Brian Jordan with the Illinois Food Retailers Association said the increased demand does strain the supply chain, but said shelves will be stocked.

“We just need to make sure that people respect one another and not hoard,” he said. “I do know some stores are now beginning to limit the number of items that can be purchased at one time.”

The state’s retail and manufacturing associations said consumers should maintain the regular shopping habits they had before the outbreak.

“It’s imperative for everyone to maintain their normal shopping routine to ensure the safety of our employees, fellow customers and your neighbors,” said Rob Karr, president and CEO of the Illinois Retail Merchants Association. “IRMA has worked closely with state officials to ensure regulatory obstacles to restocking shelves are removed so consumers can access items they may need during this public health crisis.”

Karr said while restaurants were closed – only to allow window, curbside pickup and delivery – it was essential grocery stores, pharmacies, gas stations, pet supply and electronic shops remain open to the public.

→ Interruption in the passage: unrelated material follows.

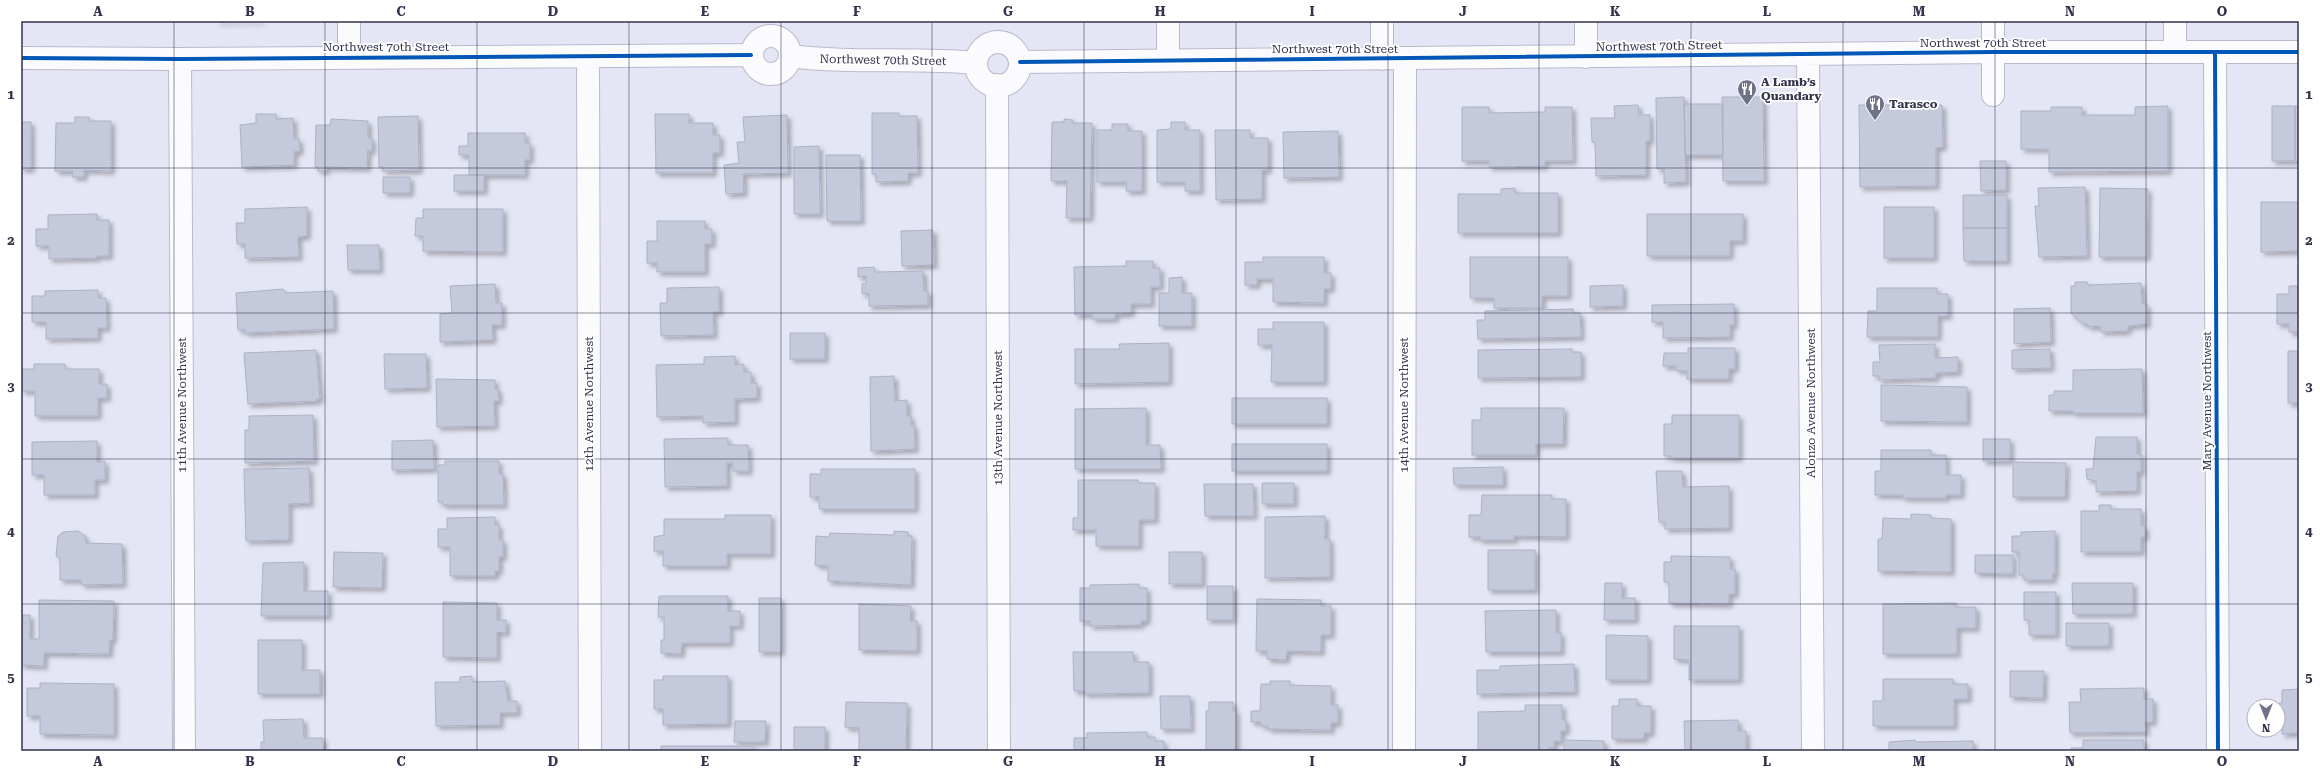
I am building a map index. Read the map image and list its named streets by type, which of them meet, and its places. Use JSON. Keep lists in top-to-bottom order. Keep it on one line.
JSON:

“It’s important for Illinoisans to remain calm and understand that the food supply chain remains strong and robust,” said Mark Denzler, president and CEO of the Illinois Manufacturers’ Association.

“Manufacturers are taking the appropriate safety steps to continue feeding Americans and populations across the world.”

Gov. J.B. Pritzker said he had reached out to local governments “asking that they end their prohibitions on overnight grocery deliveries.”

“We’ve also reached out to the federal level asking them to change regulations to free up the flow of merchandise to warehouses and stores,” Pritzker said.

Jordan said one thing that would help grocery stores stock shelves faster was a waiver to increase weight limits on freight from 80,000 pounds to 88,000 pounds.

“Loads containing water and liquid-type items that really limit the number of cases that can go on the trucks,” he said.

Social media posts from throughout the state show empty shelves for a variety of staples, including toilet paper, cereal, canned goods and meats.